** RECORDS FOR THE TASK **
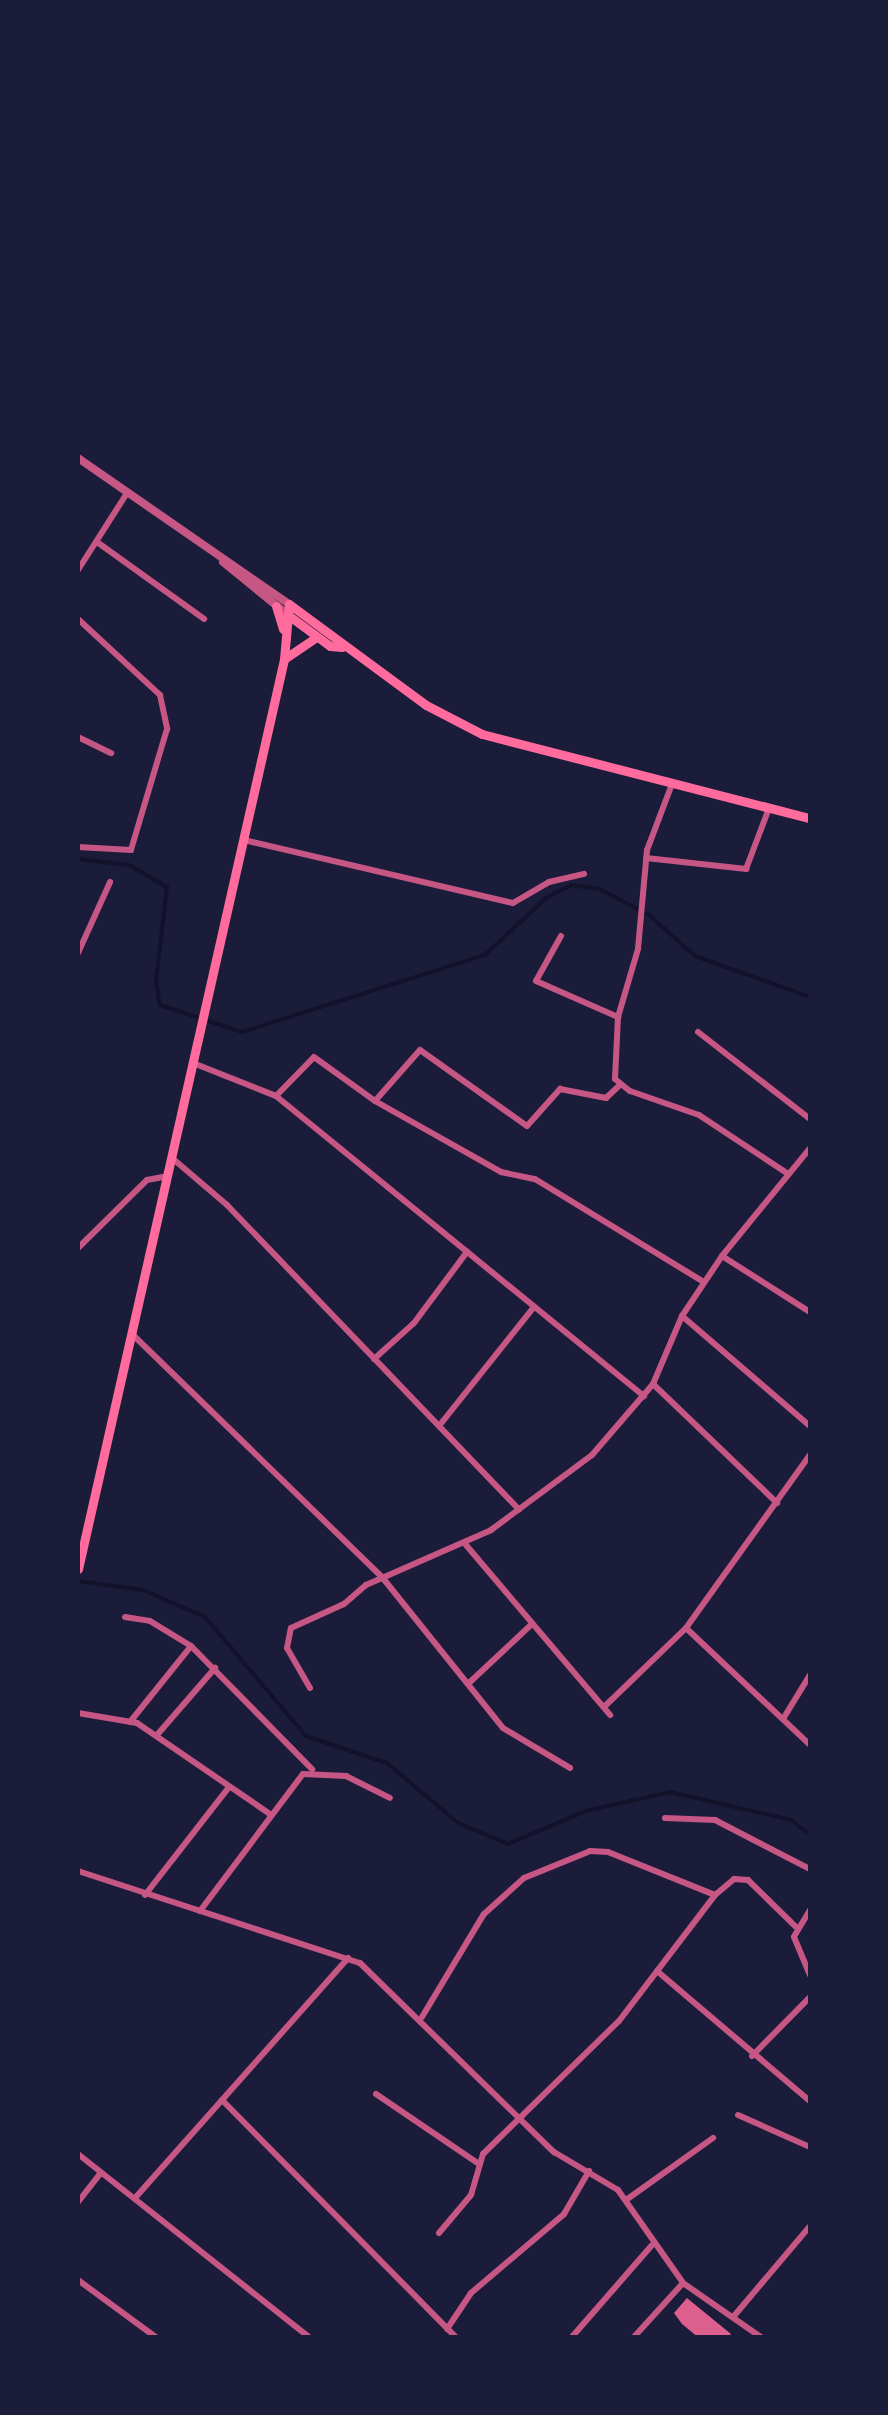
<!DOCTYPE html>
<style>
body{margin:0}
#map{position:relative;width:888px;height:2415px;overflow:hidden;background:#1b1b3a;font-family:Mulish,sans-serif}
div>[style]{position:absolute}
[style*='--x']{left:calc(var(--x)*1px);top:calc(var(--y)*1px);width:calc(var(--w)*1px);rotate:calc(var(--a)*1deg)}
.stream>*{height:4px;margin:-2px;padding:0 2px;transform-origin:2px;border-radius:2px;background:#12122b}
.building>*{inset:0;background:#dd5f8e}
.minor>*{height:6px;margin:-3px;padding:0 3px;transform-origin:3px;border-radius:3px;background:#c65784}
.tertiary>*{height:8px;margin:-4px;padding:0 4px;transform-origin:4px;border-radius:4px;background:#c65784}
.secondary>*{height:9px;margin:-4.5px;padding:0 4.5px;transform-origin:4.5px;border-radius:4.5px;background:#ff6b9d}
span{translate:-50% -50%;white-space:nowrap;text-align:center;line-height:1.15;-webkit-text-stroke:8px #1b1b3a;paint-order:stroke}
.frame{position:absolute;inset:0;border:80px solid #1b1b3a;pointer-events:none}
</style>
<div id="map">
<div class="stream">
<div style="--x:78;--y:859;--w:51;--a:6.7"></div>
<div style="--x:129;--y:865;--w:44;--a:30.1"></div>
<div style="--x:167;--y:887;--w:95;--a:96.7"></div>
<div style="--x:156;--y:981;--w:24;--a:81"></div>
<div style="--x:160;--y:1005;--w:86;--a:18.2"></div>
<div style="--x:242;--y:1032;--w:255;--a:-17.6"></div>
<div style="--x:485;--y:955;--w:83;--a:-43.1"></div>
<div style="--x:546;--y:898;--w:28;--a:-27"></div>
<div style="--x:571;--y:885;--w:29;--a:8"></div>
<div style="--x:600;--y:889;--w:55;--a:28"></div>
<div style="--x:649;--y:915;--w:62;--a:41.7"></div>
<div style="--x:695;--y:956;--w:122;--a:19.6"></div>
<div style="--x:78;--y:1581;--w:66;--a:7.9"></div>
<div style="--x:143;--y:1590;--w:68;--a:23.5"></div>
<div style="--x:205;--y:1617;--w:156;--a:49.7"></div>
<div style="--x:306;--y:1736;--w:85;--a:18.4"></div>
<div style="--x:387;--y:1763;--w:93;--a:40.2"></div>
<div style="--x:458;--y:1823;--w:54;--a:22.8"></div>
<div style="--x:508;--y:1844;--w:85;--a:-22.9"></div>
<div style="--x:586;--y:1811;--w:86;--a:-12.7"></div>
<div style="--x:670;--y:1792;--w:124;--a:13"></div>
<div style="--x:791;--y:1820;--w:24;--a:38"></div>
</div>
<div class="building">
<div style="clip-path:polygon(687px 2298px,731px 2334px,728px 2338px,699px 2338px,682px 2324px,674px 2313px)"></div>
</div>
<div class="minor">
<div style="--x:97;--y:542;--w:132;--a:35.7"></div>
<div style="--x:78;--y:570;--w:91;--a:-57.5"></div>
<div style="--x:78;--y:619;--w:112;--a:42.8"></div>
<div style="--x:160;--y:695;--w:35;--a:78"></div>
<div style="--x:167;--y:729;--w:126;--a:106.6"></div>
<div style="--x:131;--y:850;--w:53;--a:-176.8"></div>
<div style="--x:78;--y:737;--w:37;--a:26"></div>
<div style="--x:672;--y:784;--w:71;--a:110.7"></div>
<div style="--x:647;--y:850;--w:99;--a:95.2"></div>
<div style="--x:638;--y:949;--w:71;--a:106.4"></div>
<div style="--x:618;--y:1017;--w:62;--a:92.8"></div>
<div style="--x:615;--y:1079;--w:19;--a:39"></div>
<div style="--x:630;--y:1091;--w:73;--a:19.2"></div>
<div style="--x:699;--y:1115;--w:107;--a:33.5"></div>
<div style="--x:244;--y:840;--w:276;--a:13.2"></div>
<div style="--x:513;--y:903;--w:42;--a:-30.3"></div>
<div style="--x:549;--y:882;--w:36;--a:-13"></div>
<div style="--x:646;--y:858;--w:101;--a:6.3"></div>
<div style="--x:746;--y:869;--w:65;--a:-69.3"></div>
<div style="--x:561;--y:936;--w:51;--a:119.1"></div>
<div style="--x:536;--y:981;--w:90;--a:23.7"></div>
<div style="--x:78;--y:953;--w:78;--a:-65.7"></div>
<div style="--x:698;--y:1032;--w:142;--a:37.8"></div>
<div style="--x:193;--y:1063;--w:89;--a:21.7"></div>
<div style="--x:276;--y:1096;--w:475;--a:39.2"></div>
<div style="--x:276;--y:1096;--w:54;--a:-45.7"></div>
<div style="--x:314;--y:1057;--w:75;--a:35.8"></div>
<div style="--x:375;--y:1101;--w:145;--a:29.4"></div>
<div style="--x:501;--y:1172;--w:35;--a:12"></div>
<div style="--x:535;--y:1179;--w:198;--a:31.4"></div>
<div style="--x:375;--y:1101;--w:68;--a:-48.6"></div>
<div style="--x:420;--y:1050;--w:131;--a:35.4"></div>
<div style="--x:527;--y:1126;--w:50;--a:-48.3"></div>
<div style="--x:560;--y:1089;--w:47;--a:11.1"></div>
<div style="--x:606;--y:1098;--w:19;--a:-43"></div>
<div style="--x:172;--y:1158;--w:72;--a:40.5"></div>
<div style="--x:227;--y:1205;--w:422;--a:46.2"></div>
<div style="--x:78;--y:1248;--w:97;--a:-44.6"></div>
<div style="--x:147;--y:1180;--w:20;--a:-11"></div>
<div style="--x:722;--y:1256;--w:104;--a:32.5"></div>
<div style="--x:682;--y:1316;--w:169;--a:40.7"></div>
<div style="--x:131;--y:1333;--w:350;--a:44.2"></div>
<div style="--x:382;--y:1577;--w:193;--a:51.3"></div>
<div style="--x:503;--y:1728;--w:78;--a:30.8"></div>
<div style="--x:374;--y:1359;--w:54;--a:-42"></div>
<div style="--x:414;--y:1323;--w:89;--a:-53.3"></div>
<div style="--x:653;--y:1384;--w:172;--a:43.8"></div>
<div style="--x:439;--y:1426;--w:152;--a:-51.4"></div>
<div style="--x:466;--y:1545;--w:223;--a:49.7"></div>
<div style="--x:125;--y:1617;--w:25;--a:9"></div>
<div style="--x:150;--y:1621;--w:48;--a:31.4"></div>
<div style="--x:191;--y:1646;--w:173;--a:45.5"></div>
<div style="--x:686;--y:1628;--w:170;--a:43.3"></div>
<div style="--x:470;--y:1682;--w:83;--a:-43.1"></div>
<div style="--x:310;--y:1688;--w:46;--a:-119.9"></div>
<div style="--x:287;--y:1648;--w:20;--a:-79"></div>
<div style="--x:291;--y:1628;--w:58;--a:-24.4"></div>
<div style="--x:344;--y:1604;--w:29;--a:-41"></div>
<div style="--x:366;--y:1585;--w:137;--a:-23.7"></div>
<div style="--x:491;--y:1530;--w:126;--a:-36.6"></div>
<div style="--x:592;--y:1455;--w:94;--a:-49.3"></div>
<div style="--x:653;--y:1384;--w:74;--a:-66.9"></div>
<div style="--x:682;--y:1316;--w:72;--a:-56.3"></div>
<div style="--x:722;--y:1256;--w:139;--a:-50.8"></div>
<div style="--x:604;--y:1707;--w:114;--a:-43.9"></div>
<div style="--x:686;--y:1628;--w:213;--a:-54.4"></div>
<div style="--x:78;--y:1713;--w:60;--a:9.6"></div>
<div style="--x:137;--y:1723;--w:161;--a:34.4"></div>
<div style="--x:783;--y:1719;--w:52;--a:-58.5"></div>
<div style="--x:130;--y:1722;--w:97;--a:-51.2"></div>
<div style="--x:157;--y:1735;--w:89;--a:-49.1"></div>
<div style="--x:665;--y:1818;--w:50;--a:2.3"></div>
<div style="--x:715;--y:1820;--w:107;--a:27.3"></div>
<div style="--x:78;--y:1871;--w:297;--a:18.1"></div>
<div style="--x:360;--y:1963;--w:271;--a:44.3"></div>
<div style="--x:554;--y:2152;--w:74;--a:30.7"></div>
<div style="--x:618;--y:2190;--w:113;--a:55"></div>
<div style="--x:683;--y:2283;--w:96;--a:34.8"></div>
<div style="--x:145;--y:1895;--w:137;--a:-52.1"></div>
<div style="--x:810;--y:1910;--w:31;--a:121"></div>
<div style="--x:794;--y:1937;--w:41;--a:67.2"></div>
<div style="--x:200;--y:1911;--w:171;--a:-53.1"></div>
<div style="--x:303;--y:1774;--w:43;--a:2.7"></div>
<div style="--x:346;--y:1776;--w:49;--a:26.6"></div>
<div style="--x:657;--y:1971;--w:201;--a:40.4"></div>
<div style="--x:422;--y:2017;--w:120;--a:-59"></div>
<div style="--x:484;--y:1914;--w:54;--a:-42"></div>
<div style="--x:524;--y:1878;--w:71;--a:-22.2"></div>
<div style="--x:590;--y:1851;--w:18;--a:3"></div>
<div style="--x:608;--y:1852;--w:115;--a:21.9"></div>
<div style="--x:752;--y:2056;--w:83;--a:-45.5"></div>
<div style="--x:376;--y:2094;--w:125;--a:34.2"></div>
<div style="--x:222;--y:2100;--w:334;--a:45.4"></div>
<div style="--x:738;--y:2115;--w:79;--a:24"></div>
<div style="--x:78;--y:2154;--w:296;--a:38.4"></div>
<div style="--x:135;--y:2198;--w:321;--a:-48.4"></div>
<div style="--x:626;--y:2200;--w:107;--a:-35.5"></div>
<div style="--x:78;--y:2202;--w:37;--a:-52"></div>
<div style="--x:439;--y:2233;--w:50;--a:-49.9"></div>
<div style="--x:471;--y:2195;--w:43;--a:-73.7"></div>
<div style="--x:483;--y:2154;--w:190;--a:-44.4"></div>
<div style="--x:619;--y:2021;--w:158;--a:-52.7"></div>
<div style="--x:715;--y:1895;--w:25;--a:-40"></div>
<div style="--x:734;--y:1879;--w:14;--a:4"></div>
<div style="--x:748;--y:1880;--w:67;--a:44.4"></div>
<div style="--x:78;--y:2280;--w:98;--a:36.3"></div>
<div style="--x:734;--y:2316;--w:118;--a:-49.8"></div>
<div style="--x:447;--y:2329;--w:43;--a:-56.3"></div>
<div style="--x:471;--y:2293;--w:122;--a:-40.3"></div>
<div style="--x:564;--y:2214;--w:50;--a:-59.8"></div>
<div style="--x:571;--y:2338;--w:123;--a:-48.9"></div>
<div style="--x:633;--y:2338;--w:74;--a:-47.7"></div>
</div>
<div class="tertiary">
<div style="--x:78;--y:458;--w:257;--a:34.7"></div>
<div style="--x:223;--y:562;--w:84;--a:39.2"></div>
</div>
<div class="secondary">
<div style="--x:276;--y:606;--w:24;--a:73"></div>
<div style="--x:288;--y:615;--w:52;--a:36.4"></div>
<div style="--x:330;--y:646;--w:12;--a:5"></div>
<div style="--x:284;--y:659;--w:40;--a:-34"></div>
<div style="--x:78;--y:1569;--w:933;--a:-77.24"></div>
<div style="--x:284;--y:659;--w:55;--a:-84.8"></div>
<div style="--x:289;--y:604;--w:170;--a:36.4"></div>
<div style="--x:426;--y:705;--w:63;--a:27.4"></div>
<div style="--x:482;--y:734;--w:339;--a:14.4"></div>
</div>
<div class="frame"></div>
</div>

** TRY IT **
Say, as a number only, how many lines of the data contain "width".

** PROBLEM SOLUTION **
2